(Beginning of Records for processing)

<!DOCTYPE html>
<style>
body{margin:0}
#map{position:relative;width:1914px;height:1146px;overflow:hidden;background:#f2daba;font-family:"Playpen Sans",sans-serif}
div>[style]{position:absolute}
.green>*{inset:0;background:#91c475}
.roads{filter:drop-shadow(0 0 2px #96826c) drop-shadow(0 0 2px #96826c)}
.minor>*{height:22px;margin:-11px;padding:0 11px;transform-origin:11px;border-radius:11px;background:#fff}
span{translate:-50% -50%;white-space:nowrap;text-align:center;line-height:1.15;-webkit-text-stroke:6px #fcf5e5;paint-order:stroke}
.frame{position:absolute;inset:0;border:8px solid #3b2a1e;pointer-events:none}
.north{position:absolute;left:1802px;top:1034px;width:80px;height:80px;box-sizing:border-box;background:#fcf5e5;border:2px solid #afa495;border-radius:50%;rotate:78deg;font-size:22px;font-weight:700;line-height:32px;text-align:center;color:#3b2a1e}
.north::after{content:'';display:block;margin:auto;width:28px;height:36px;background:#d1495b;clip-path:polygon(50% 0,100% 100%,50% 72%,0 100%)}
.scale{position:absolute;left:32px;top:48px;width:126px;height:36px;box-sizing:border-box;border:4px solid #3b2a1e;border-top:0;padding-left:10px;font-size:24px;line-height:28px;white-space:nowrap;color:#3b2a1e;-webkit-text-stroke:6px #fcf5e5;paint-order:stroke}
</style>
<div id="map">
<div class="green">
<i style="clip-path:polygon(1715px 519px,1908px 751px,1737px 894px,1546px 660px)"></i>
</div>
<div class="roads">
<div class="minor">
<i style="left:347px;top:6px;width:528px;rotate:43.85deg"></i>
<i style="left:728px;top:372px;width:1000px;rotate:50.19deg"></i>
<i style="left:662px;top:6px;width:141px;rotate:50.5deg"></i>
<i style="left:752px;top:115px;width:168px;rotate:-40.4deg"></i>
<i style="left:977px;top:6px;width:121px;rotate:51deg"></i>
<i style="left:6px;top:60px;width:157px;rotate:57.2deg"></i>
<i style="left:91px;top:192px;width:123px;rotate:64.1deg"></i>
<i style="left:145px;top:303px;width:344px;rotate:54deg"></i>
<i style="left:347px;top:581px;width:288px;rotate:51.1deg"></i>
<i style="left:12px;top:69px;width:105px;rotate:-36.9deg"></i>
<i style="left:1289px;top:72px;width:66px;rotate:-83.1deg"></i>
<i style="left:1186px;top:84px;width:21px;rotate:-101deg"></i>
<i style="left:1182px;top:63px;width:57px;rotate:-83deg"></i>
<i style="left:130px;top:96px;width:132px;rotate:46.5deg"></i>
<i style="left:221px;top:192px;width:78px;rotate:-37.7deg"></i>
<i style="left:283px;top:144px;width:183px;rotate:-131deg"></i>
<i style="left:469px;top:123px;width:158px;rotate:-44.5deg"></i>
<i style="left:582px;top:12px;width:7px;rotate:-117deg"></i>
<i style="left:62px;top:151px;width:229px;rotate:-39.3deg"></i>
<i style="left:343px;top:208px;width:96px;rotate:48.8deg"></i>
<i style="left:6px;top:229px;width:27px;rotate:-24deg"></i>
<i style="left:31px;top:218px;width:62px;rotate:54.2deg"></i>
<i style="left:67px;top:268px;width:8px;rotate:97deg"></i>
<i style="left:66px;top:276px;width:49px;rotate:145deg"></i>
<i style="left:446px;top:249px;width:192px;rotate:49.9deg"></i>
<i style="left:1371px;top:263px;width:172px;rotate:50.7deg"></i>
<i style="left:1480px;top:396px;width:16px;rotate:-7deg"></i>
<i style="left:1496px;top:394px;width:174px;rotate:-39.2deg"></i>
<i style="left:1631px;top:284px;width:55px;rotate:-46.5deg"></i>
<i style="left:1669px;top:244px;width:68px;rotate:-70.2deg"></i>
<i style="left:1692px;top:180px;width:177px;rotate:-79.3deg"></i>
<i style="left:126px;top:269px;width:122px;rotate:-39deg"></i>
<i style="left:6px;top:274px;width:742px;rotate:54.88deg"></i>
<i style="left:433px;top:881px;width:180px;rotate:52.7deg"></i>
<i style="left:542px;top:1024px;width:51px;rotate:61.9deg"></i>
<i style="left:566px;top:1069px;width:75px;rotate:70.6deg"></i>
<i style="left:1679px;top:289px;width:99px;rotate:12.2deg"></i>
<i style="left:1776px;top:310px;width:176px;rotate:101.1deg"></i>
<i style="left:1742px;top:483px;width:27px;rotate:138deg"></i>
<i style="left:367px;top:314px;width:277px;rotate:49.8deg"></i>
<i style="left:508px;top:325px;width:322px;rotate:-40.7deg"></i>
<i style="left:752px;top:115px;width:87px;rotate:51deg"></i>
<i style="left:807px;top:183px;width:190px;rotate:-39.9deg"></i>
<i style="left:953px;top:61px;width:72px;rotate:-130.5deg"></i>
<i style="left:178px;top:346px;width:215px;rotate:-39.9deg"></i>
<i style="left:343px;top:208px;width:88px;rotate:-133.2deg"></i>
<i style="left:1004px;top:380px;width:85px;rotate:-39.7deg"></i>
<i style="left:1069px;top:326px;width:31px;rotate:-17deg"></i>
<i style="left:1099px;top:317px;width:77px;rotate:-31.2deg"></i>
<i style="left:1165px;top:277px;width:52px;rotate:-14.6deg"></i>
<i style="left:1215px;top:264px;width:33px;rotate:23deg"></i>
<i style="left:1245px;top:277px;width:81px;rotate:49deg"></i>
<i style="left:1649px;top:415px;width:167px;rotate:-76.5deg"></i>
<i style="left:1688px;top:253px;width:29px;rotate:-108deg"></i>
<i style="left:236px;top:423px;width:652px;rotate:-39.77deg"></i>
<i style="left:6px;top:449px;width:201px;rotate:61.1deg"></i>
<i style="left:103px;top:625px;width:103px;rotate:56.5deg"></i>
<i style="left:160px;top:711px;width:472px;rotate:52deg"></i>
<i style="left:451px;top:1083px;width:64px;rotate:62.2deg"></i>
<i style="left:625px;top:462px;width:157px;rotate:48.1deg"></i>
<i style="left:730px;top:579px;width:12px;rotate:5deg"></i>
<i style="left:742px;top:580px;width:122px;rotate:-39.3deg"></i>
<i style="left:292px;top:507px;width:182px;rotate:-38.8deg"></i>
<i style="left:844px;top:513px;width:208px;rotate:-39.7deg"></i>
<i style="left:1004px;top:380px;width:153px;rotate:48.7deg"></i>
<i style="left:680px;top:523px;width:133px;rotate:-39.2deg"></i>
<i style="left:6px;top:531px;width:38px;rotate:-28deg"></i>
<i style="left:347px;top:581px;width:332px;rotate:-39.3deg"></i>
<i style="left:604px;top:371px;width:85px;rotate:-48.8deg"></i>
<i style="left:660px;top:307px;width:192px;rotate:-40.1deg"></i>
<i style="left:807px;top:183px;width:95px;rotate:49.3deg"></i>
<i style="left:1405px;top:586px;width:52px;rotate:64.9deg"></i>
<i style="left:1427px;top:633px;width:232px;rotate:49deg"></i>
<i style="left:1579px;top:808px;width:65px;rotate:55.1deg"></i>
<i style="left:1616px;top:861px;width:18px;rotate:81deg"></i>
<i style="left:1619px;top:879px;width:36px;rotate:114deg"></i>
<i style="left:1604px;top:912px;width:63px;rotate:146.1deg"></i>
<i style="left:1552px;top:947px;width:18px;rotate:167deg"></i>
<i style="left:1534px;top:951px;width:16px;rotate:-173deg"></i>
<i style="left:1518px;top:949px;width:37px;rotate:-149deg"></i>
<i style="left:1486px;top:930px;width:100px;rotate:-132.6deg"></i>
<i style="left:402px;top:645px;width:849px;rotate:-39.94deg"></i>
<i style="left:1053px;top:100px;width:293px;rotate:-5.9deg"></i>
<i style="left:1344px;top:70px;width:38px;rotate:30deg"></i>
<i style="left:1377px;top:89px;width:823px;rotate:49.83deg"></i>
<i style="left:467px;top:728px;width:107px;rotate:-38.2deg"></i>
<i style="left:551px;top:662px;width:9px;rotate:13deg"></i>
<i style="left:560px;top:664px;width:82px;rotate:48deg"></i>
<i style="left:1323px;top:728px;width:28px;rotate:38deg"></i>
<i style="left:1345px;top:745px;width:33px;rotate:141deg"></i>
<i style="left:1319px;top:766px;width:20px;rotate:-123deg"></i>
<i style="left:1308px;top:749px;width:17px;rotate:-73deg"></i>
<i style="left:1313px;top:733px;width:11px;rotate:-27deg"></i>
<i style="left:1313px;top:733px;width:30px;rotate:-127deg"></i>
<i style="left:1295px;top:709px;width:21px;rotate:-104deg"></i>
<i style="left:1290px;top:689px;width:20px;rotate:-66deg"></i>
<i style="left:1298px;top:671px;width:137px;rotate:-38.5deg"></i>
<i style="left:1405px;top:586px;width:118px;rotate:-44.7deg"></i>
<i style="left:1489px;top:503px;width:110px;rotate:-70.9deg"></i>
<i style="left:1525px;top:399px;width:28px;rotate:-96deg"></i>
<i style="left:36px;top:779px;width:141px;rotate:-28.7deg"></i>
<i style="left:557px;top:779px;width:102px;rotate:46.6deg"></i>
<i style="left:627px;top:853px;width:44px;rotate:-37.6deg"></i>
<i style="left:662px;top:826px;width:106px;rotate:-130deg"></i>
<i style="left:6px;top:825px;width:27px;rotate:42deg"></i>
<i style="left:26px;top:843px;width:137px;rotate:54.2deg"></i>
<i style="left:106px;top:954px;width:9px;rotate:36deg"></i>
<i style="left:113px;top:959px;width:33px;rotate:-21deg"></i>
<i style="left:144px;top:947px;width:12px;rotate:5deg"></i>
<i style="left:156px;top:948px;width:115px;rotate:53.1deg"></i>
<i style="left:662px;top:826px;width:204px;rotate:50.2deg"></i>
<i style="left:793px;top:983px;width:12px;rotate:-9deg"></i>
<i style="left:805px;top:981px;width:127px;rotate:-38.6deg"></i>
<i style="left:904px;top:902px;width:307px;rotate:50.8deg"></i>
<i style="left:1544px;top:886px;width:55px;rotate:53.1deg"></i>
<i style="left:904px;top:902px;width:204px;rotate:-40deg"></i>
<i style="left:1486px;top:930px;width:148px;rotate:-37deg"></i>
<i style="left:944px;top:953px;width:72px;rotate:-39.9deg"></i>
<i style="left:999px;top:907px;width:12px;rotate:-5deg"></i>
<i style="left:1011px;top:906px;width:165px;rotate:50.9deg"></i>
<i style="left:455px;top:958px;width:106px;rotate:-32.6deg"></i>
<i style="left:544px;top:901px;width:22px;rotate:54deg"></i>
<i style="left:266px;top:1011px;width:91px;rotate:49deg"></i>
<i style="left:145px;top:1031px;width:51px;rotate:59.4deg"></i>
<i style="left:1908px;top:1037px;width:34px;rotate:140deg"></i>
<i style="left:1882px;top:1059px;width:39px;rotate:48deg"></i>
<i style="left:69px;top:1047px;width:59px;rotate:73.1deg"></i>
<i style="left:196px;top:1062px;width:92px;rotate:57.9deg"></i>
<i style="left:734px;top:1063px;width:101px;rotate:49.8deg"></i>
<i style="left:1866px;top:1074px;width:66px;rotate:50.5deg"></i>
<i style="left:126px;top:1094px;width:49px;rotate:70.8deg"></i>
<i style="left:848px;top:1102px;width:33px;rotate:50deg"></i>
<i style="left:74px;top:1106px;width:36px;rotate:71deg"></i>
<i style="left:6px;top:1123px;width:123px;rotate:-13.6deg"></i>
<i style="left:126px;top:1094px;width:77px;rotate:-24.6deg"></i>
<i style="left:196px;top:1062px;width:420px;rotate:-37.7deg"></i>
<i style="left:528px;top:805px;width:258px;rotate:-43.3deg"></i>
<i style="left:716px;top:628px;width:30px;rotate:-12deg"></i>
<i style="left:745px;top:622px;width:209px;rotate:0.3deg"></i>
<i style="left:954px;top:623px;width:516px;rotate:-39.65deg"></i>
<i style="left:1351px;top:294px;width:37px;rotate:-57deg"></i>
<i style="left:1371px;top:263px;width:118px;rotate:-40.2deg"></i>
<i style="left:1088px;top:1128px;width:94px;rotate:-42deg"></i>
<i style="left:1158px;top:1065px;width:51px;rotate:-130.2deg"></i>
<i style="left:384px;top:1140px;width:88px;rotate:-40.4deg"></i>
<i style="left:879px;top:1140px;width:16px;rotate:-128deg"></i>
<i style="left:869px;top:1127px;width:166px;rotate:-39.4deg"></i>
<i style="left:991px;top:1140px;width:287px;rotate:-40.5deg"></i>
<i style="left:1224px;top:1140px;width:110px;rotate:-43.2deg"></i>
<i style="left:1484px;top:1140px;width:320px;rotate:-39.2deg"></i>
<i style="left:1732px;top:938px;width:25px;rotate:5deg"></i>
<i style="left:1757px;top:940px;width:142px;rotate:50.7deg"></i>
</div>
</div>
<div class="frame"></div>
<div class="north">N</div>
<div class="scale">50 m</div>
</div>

(End of Records for processing)

§ **Task objective**:
Reproduce each line of the data containing the word "roads".

§ **Written answer**:
.roads{filter:drop-shadow(0 0 2px #96826c) drop-shadow(0 0 2px #96826c)}
<div class="roads">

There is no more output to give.